DATA
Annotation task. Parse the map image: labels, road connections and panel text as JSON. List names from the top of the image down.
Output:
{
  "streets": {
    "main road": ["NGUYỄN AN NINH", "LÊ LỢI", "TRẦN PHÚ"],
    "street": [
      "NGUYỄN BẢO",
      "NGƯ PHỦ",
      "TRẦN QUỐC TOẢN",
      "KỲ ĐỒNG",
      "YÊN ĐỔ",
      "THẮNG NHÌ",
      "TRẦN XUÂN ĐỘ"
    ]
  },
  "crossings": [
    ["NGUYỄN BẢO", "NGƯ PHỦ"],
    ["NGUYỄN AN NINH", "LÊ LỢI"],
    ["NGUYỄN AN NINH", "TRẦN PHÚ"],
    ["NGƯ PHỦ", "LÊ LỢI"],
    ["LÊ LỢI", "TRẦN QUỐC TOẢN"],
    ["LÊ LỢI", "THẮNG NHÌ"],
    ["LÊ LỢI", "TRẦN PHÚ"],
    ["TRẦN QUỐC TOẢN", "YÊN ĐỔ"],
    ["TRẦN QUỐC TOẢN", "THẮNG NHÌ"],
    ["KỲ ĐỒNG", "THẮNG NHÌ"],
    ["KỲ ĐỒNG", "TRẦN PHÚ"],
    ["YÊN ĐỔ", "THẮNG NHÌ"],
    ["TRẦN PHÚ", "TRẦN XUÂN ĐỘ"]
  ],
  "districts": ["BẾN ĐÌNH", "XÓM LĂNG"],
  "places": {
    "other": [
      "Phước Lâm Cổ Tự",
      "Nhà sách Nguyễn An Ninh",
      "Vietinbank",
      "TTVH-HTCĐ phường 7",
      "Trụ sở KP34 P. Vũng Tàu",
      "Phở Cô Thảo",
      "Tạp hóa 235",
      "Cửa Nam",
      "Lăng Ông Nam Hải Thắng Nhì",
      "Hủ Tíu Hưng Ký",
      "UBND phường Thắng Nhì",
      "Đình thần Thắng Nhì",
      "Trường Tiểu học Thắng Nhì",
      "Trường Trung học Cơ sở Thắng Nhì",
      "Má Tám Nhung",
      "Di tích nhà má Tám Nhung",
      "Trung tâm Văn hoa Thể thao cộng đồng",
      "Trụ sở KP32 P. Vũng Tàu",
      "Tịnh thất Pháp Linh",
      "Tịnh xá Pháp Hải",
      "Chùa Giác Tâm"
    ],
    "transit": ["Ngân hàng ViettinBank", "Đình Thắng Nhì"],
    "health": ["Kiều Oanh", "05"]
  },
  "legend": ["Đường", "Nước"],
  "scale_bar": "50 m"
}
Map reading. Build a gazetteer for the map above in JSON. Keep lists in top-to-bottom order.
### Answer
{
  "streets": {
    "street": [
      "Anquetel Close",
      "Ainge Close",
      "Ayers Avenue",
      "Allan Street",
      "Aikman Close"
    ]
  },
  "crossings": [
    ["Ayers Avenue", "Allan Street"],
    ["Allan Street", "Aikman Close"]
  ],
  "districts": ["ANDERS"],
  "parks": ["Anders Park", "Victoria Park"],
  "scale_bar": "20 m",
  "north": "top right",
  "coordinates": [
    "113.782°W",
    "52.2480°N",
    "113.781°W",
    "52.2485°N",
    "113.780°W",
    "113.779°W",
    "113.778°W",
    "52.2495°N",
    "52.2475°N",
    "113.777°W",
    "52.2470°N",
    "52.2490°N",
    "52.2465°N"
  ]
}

ASSIGNMENT
Now write the data shown above out again, word for word.

YOUR RESPONSE
Annotation task. Parse the map image: labels, road connections and panel text as JSON. List names from the top of the image down.
Output:
{
  "streets": {
    "main road": ["NGUYỄN AN NINH", "LÊ LỢI", "TRẦN PHÚ"],
    "street": [
      "NGUYỄN BẢO",
      "NGƯ PHỦ",
      "TRẦN QUỐC TOẢN",
      "KỲ ĐỒNG",
      "YÊN ĐỔ",
      "THẮNG NHÌ",
      "TRẦN XUÂN ĐỘ"
    ]
  },
  "crossings": [
    ["NGUYỄN BẢO", "NGƯ PHỦ"],
    ["NGUYỄN AN NINH", "LÊ LỢI"],
    ["NGUYỄN AN NINH", "TRẦN PHÚ"],
    ["NGƯ PHỦ", "LÊ LỢI"],
    ["LÊ LỢI", "TRẦN QUỐC TOẢN"],
    ["LÊ LỢI", "THẮNG NHÌ"],
    ["LÊ LỢI", "TRẦN PHÚ"],
    ["TRẦN QUỐC TOẢN", "YÊN ĐỔ"],
    ["TRẦN QUỐC TOẢN", "THẮNG NHÌ"],
    ["KỲ ĐỒNG", "THẮNG NHÌ"],
    ["KỲ ĐỒNG", "TRẦN PHÚ"],
    ["YÊN ĐỔ", "THẮNG NHÌ"],
    ["TRẦN PHÚ", "TRẦN XUÂN ĐỘ"]
  ],
  "districts": ["BẾN ĐÌNH", "XÓM LĂNG"],
  "places": {
    "other": [
      "Phước Lâm Cổ Tự",
      "Nhà sách Nguyễn An Ninh",
      "Vietinbank",
      "TTVH-HTCĐ phường 7",
      "Trụ sở KP34 P. Vũng Tàu",
      "Phở Cô Thảo",
      "Tạp hóa 235",
      "Cửa Nam",
      "Lăng Ông Nam Hải Thắng Nhì",
      "Hủ Tíu Hưng Ký",
      "UBND phường Thắng Nhì",
      "Đình thần Thắng Nhì",
      "Trường Tiểu học Thắng Nhì",
      "Trường Trung học Cơ sở Thắng Nhì",
      "Má Tám Nhung",
      "Di tích nhà má Tám Nhung",
      "Trung tâm Văn hoa Thể thao cộng đồng",
      "Trụ sở KP32 P. Vũng Tàu",
      "Tịnh thất Pháp Linh",
      "Tịnh xá Pháp Hải",
      "Chùa Giác Tâm"
    ],
    "transit": ["Ngân hàng ViettinBank", "Đình Thắng Nhì"],
    "health": ["Kiều Oanh", "05"]
  },
  "legend": ["Đường", "Nước"],
  "scale_bar": "50 m"
}
Map reading. Build a gazetteer for the map above in JSON. Keep lists in top-to-bottom order.
### Answer
{
  "streets": {
    "street": [
      "Anquetel Close",
      "Ainge Close",
      "Ayers Avenue",
      "Allan Street",
      "Aikman Close"
    ]
  },
  "crossings": [
    ["Ayers Avenue", "Allan Street"],
    ["Allan Street", "Aikman Close"]
  ],
  "districts": ["ANDERS"],
  "parks": ["Anders Park", "Victoria Park"],
  "scale_bar": "20 m",
  "north": "top right",
  "coordinates": [
    "113.782°W",
    "52.2480°N",
    "113.781°W",
    "52.2485°N",
    "113.780°W",
    "113.779°W",
    "113.778°W",
    "52.2495°N",
    "52.2475°N",
    "113.777°W",
    "52.2470°N",
    "52.2490°N",
    "52.2465°N"
  ]
}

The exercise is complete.